## DIRECTIONS
Copy out every line of the records where the string "pyeonghwa" occurs.

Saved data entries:
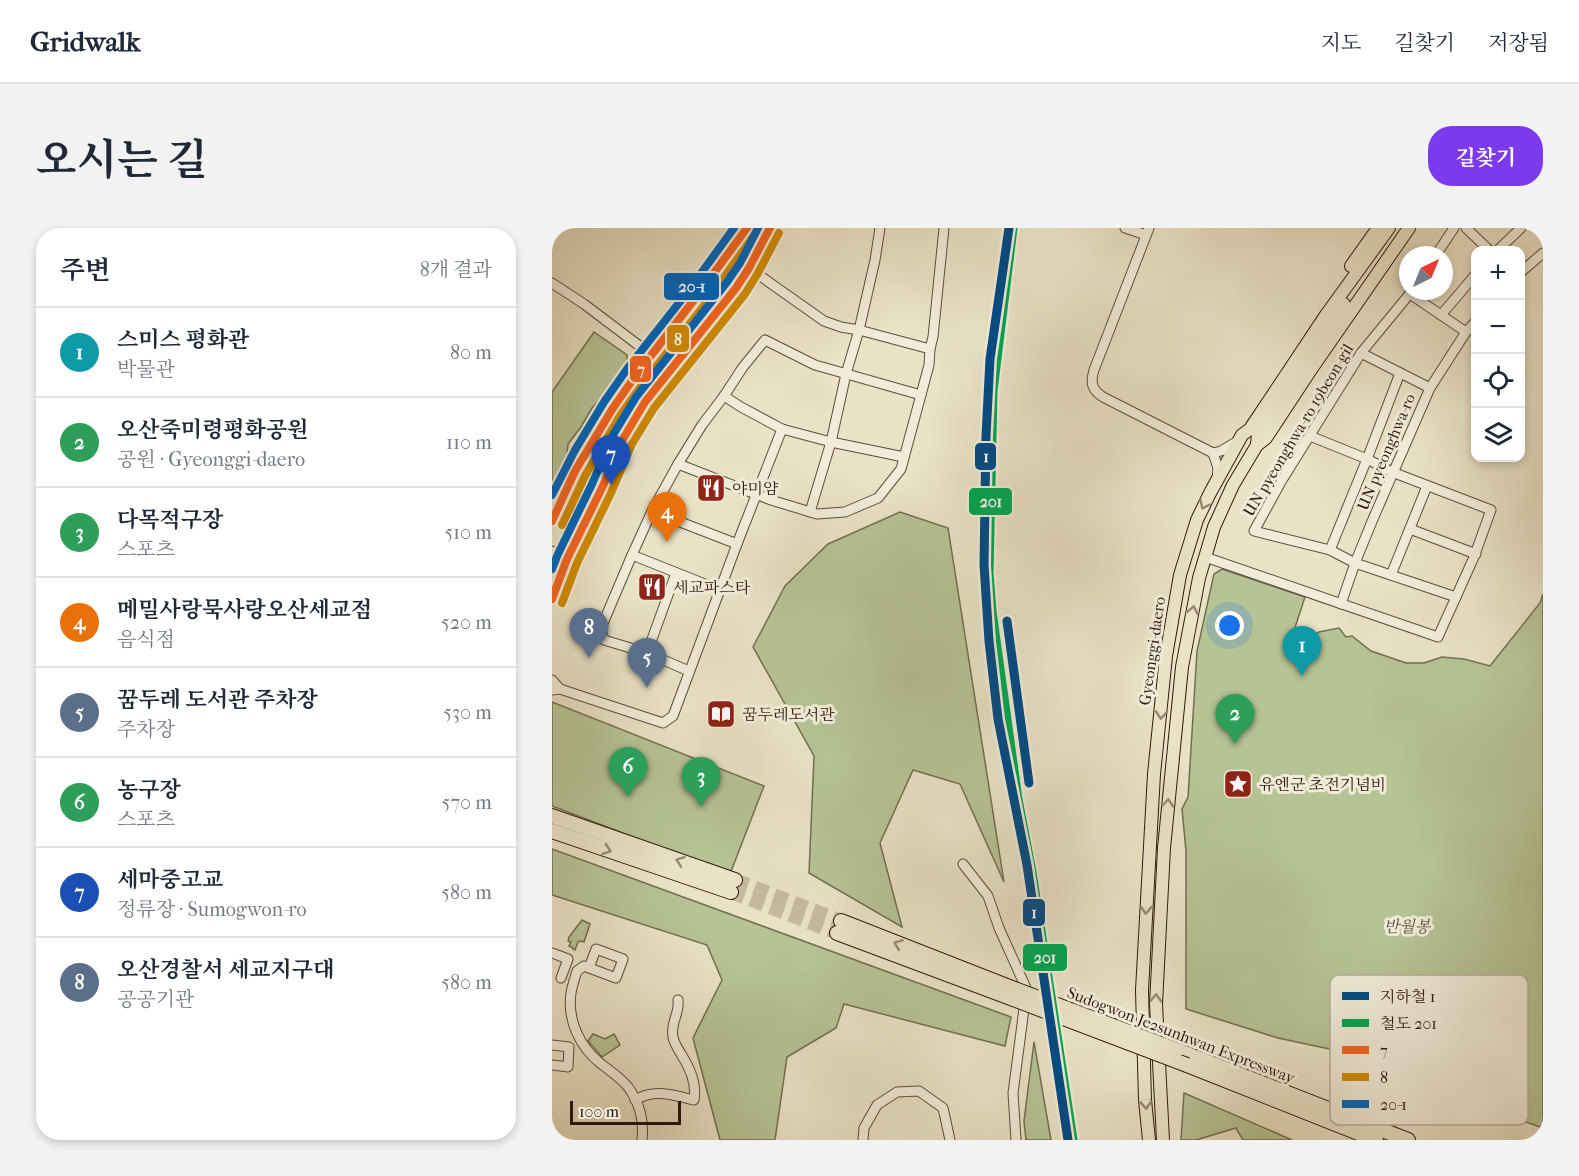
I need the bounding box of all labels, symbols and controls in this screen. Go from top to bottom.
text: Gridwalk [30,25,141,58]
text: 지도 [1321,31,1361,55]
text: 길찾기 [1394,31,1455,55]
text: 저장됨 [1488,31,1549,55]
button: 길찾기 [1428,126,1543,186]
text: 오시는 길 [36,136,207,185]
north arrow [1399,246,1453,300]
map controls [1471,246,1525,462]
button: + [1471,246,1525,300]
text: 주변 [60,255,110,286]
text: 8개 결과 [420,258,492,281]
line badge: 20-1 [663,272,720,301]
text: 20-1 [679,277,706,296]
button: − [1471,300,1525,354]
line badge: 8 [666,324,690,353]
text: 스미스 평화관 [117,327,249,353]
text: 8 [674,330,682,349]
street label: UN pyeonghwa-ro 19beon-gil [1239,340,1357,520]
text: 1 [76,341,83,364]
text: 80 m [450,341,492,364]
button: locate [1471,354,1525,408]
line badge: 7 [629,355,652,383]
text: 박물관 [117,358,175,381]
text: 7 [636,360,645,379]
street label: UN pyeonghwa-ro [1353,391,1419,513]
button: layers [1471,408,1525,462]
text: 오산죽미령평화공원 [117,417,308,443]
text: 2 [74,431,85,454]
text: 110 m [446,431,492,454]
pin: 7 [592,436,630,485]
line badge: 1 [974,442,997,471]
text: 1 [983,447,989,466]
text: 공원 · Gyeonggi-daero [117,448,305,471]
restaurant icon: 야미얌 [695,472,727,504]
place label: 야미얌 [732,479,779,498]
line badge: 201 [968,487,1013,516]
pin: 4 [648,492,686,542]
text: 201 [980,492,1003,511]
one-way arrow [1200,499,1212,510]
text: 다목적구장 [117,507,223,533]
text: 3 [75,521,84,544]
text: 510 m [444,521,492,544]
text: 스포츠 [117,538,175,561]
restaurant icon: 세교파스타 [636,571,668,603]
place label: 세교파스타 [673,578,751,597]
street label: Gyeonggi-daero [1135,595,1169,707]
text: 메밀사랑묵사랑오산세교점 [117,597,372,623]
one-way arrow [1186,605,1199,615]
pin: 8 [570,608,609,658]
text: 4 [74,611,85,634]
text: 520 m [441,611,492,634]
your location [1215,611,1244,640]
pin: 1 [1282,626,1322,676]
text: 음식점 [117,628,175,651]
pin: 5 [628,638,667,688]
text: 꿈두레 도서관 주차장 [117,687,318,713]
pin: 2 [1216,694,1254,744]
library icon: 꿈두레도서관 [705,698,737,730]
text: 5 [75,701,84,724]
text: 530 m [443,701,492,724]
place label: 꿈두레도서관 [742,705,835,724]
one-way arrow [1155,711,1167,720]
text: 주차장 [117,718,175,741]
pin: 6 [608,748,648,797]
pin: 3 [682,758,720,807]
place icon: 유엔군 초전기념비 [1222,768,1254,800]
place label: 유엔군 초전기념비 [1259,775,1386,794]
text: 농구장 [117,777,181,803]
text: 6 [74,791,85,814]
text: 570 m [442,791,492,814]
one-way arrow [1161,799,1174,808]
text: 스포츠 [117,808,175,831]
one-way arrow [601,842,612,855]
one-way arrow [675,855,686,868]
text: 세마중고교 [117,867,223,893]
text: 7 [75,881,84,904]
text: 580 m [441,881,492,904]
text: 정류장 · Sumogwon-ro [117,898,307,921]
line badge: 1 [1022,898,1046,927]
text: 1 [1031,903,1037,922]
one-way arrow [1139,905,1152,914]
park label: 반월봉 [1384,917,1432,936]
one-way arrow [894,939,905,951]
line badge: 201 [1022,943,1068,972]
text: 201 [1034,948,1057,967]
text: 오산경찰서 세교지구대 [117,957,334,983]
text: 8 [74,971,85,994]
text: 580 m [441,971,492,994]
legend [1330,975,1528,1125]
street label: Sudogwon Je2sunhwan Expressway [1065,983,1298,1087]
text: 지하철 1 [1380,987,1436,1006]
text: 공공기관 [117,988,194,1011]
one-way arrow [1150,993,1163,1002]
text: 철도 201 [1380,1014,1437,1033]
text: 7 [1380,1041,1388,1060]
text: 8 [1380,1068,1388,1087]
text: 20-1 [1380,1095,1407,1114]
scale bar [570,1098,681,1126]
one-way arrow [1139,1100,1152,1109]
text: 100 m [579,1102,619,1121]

## ANSWER BOX
street label: UN pyeonghwa-ro 19beon-gil [1239,340,1357,520]
street label: UN pyeonghwa-ro [1353,391,1419,513]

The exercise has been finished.